Of course, the popularity of social networking isn’t signaling the end to more traditional means of communication. Milliron and McIlwain agree that sometimes, a Facebook message or a quick tweet really just doesn’t cut it. Sometimes, as with Milliron’s conversation with her niece, it is simply more efficient and personal to catch up over the phone. Other times, a mass social networking message is completely the wrong medium. McIlwain shares about a recent family incident. Her brother-in-law had been in the hospital after a stroke. Unfortunately, he passed away. To McIlwain’s shock, instead of calling family members first to let them know, her niece posted “Goodbye, Daddy,” as her Facebook status update. “That was a heck of a way to find out,” McIlwain says.

Staying current

One of Milliron’s favorite uses of social networking is keeping up on the news. “My favorite person to follow on Twitter is Anderson Cooper,” she says. “He tweets throughout the evening before the show starts. He’s always saying what’s going to be on his show, which starts at 10 p.m.” She also follows several local politicians to keep updated on minute-by-minute news from the Pennsylvania State House and Senate. “It’s just so instant. You’re there,” she says. Milliron mentions that with all the direct and instant access to news and raw footage from all over the world, she finds that she has become more engaged with the actual news content. “You have to be able to assimilate all this information and interpret it, to figure out how you’re going to react to it,” she says. “Because anyone can put their opinions out there, you’re being bombarded with everyone else’s ideas, you have to know what your own ideas are.”

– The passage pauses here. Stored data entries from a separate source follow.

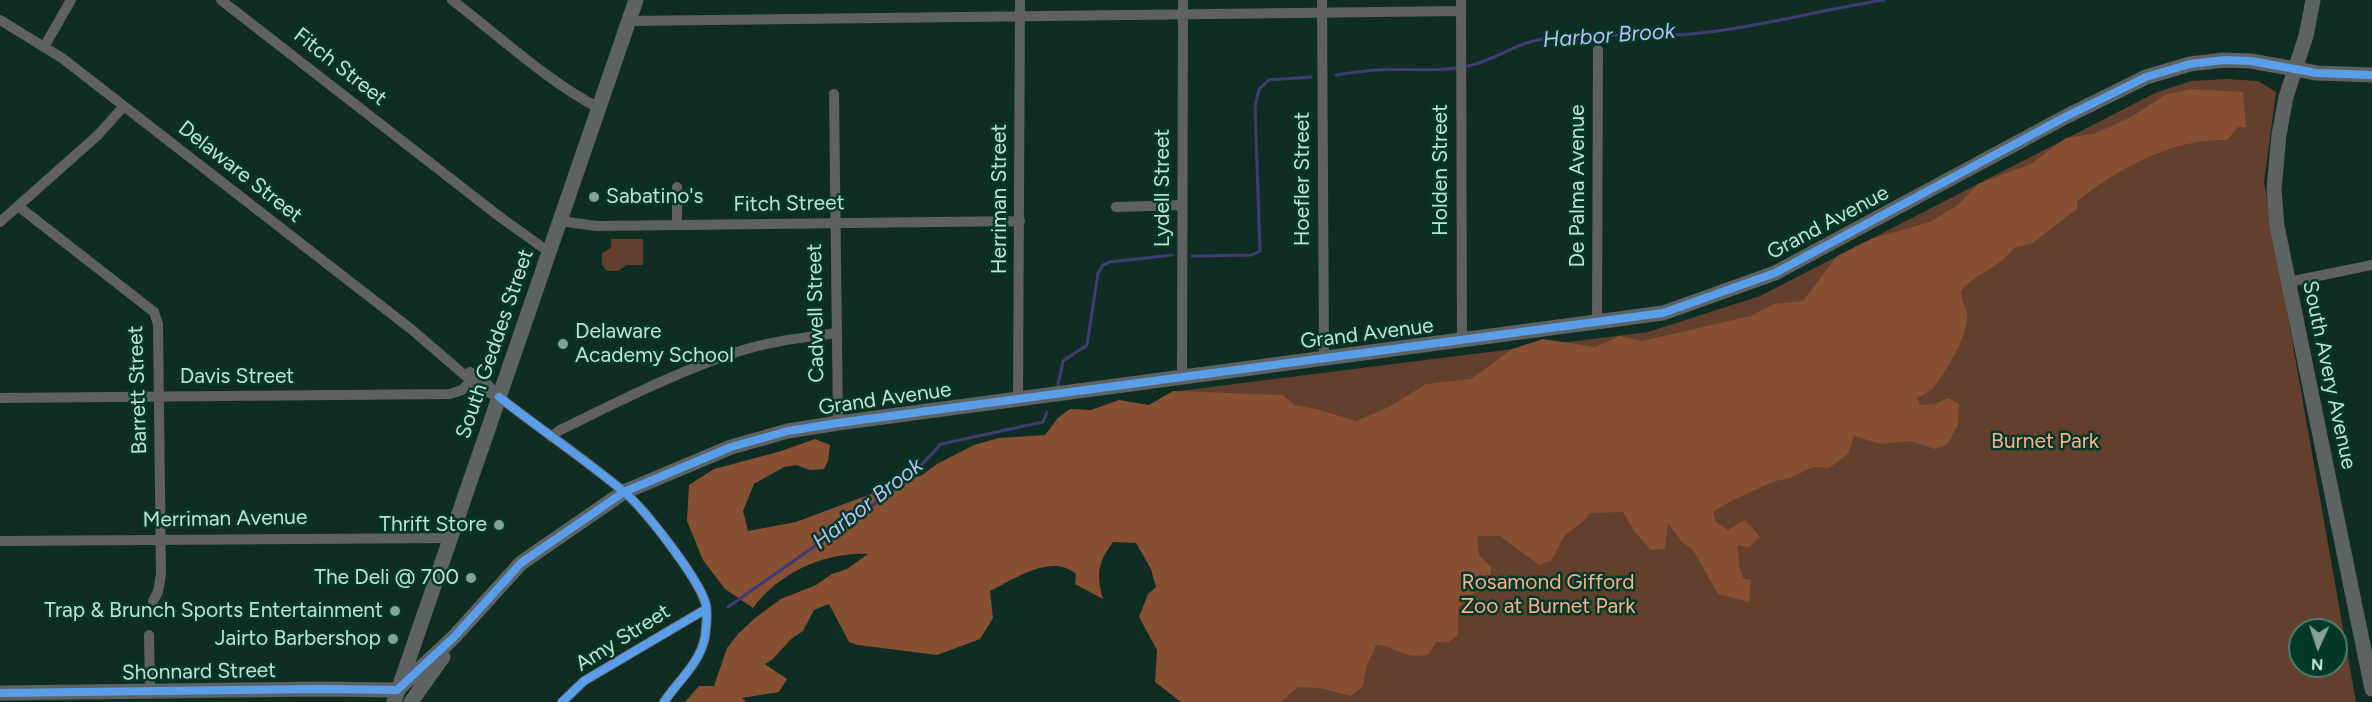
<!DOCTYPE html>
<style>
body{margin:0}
#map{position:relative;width:2372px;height:702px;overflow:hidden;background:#102d24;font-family:Figtree,sans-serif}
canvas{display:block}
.north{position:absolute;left:2288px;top:618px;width:60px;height:60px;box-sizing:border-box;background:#043929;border:2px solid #507c6d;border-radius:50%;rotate:183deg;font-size:16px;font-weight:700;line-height:24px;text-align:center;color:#c2e1d2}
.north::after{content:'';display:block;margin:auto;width:21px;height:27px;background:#84a295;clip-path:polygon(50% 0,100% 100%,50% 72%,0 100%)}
</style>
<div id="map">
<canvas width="2372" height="702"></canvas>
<div class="north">N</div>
</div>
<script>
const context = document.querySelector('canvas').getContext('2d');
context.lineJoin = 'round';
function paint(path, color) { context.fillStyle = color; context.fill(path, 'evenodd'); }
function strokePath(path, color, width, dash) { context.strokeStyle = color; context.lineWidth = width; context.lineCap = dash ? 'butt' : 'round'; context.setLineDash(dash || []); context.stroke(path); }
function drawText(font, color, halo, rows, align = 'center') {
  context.font = font + ' Figtree,sans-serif'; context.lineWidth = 5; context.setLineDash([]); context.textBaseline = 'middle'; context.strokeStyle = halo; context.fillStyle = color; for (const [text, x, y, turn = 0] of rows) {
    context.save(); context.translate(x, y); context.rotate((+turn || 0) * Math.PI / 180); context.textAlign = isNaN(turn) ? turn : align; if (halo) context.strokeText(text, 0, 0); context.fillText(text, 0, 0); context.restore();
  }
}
const green = new Path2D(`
 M2227 79 2258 81 2276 92 2264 182 2356 702H1267L1284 521 1179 391 1648 332 1760 296 2155 93 2191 81ZM2300 630H2336V666H2300Z
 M611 239H643V265H627L618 271H607L602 265V253L611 248Z`);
const forest = new Path2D(`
 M2190 89 2243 92 2246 127H2238L2227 140C2173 138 2119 168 2077 201V209L2031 244 2014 248C2000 268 1975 273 1961 291 1961 300 1965 306 1967 314 1970 333 1945 373 1933 388 1929 392 1922 395 1917 398L1920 405 1935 404 1948 398 1959 404 1958 425 1947 445 1935 449 1910 441 1881 444 1854 436 1848 454 1829 468 1813 467 1788 479 1775 481 1731 501 1713 512 1716 522 1728 530 1745 520 1760 537 1749 547 1737 545 1740 569 1743 578 1751 580 1749 602 1718 594 1693 550 1682 542 1668 523 1665 549 1651 550 1635 532 1623 512 1589 513 1587 518 1564 536 1551 561 1539 565 1500 536H1477L1479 555 1491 567V575H1485L1469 601 1458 607V635L1449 642H1436L1429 654C1404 661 1398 646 1376 645L1366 668 1363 686 1351 696 1320 688 1298 687 1281 702H1181L1155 682 1157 650 1139 617 1148 594 1156 587 1151 569 1136 543 1113 542C1098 562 1096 574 1103 599L1075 584 1076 574C1051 553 1015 579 990 591L993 618 980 639 937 655 858 645 849 642 829 604 814 610 803 631 791 639 773 659 765 664 787 679 779 692 742 698 746 702H685L699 686H714L727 648 739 633 755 618 781 599 816 585 832 574 847 569 868 554C824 552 779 573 753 608L725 589 703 560 687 521 689 485 714 469 778 452 815 439 830 445 828 461 824 469 810 470 796 465 784 467 754 484 743 511 748 531 796 522 922 475 937 464 974 445 999 438 1045 435 1058 418 1070 409 1091 410 1119 400 1149 405 1173 391 1283 395 1294 405 1316 409 1356 421 1389 407 1426 384 1471 379 1512 349 1543 339 1595 347 1620 336 1642 341 1751 316 1773 304 1803 301 1837 256 1871 239 1930 222 1958 205 1978 184 2031 164 2066 138 2094 134 2131 117 2165 95Z`);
const stream = new Path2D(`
 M1336 75C1350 73 1363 71 1377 70 1409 68 1441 73 1472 65 1500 58 1518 41 1549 38 1596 32 1644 38 1691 34 1756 28 1819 10 1884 0
 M1192 256 1252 255 1260 251 1255 107 1259 89 1269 80 1311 77
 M1058 385 1063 361 1087 345 1098 273 1103 265 1110 262 1172 255
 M728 607 865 511 912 475 941 444 1043 422 1047 412`);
const street = new Path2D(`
 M221 0 500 217 549 252
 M452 0C498 35 548 82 599 108
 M1322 0 1324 358
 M1461 0 1462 340
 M0 20 62 58 411 329 482 390 499 397
 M629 21 1461 11
 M44 47 71 0
 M834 94 838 423
 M677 187V224
 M18 206 154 312 158 324 161 574 158 592 153 601
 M1116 207 1182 205
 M559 221 597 226 1020 221
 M0 222 98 135 124 106
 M2289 282 2372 265
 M1597 322 1598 50
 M470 372 487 384 499 397C540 429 583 458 623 491 644 508 700 580 706 605 708 614 706 628 705 637 700 663 678 681 664 702
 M1182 377 1183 0
 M0 398 450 394 462 390 471 381
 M1018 399 1020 0
 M551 437 560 430C618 402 676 372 737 352 769 341 803 338 836 333
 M0 541 451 538
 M149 635 150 690
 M562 702 584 681 706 609`);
const secondary = new Path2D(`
 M2313 0 2306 36 2286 97 2279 135 2274 189 2277 226 2372 689
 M397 690 454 637 521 563 624 492 731 447 788 431 838 423 1663 313 1775 273 2067 116 2146 77 2190 64 2224 60 2251 61 2317 73 2372 75
 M0 693 320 689 397 690
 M394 702 636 0
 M411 702 443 657`);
const cycleway = new Path2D(`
 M499 397C540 429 583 458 623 491 644 508 700 580 706 605 708 614 706 628 705 637 700 663 678 681 664 702
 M0 693 320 689 397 690 454 637 521 563 624 492 731 447 788 431 838 423 1663 313 1775 273 2067 116 2146 77 2190 64 2224 60 2251 61 2317 73 2372 75
 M562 702 584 681 706 609`);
const markers = [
 [594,197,6,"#84a295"],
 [563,344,6,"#84a295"],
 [499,525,6,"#84a295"],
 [471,578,6,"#84a295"],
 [395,611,6,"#84a295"],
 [393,639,6,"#84a295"]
];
const streetNames = [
 ["Fitch Street",340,67,38],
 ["Holden Street",1441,170,-90],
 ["Delaware Street",240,172,38],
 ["Hoefler Street",1303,179,-90],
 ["De Palma Avenue",1578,186,-90],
 ["Lydell Street",1163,188,-90],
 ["Herriman Street",1000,199,-90],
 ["Fitch Street",789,204,-1],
 ["Grand Avenue",1828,223,-28],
 ["Cadwell Street",816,313,-91],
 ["Grand Avenue",1367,334,-7],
 ["South Geddes Street",495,344,-71],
 ["South Avery Avenue",2329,375,78],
 ["Davis Street",237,377],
 ["Barrett Street",138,390,-92],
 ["Grand Avenue",885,399,-8],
 ["Merriman Avenue",225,519,-1],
 ["Amy Street",623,638,-32],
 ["Shonnard Street",199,672,-1]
];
const poiNames = [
 ["Sabatino's",606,197,"left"],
 ["Delaware",575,332,"left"],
 ["Academy School",575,356,"left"],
 ["Thrift Store",487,525],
 ["The Deli @ 700",459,578],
 ["Trap & Brunch Sports Entertainment",383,611],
 ["Jairto Barbershop",381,639]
];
const parkNames = [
 ["Burnet Park",2045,442],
 ["Rosamond Gifford",1548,583],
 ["Zoo at Burnet Park",1548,607]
];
const waterNames = [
 ["Harbor Brook",1609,36,-4],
 ["Harbor Brook",868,504,-38]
];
paint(green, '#62402d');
paint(forest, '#875032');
strokePath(stream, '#3f3c73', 3);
strokePath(street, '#5f6061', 10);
strokePath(secondary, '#5d6262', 15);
strokePath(cycleway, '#5a9eea', 8);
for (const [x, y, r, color] of markers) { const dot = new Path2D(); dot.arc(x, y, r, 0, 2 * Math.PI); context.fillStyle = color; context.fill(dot); strokePath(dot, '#043929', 2); }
drawText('21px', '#c2e1d2', '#043929', streetNames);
drawText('21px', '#c2e1d2', '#043929', poiNames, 'right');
drawText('21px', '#fdae89', '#043929', parkNames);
drawText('italic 22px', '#bdbcf4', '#043929', waterNames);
</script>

She also notes how the instantaneous nature of Twitter can be useful for checking the weather. “If you’re following something like a weather channel, that would be really handy. You would find out instantly if a tornado came by or something.”

McIlwain and Milliron have both been using computers since the early 1980s, so signing up with the latest social networks was only natural. But seniors who may not have had such extensive computer use should not be discouraged or intimidated by the idea of a Facebook or Twitter account. McIlwain has helped many residents of the Ecumenical Community learn how to log on to social networks. For somebody interested in trying it out, she suggests, "I would tell them to get in touch with someone who does it already and have them be at the computer with them, for at least the first four sessions, until they get more comfortable with it. And preferably someone not too young and impatient.”

McIlwain encourages everybody to give the new technology a try. “I don’t see where social networking would be bad for anyone. I think it’s a wonderful luxury,” she says.

Anna Bloom is a senior at Asbury University and a Central Penn Parent intern from Carlisle.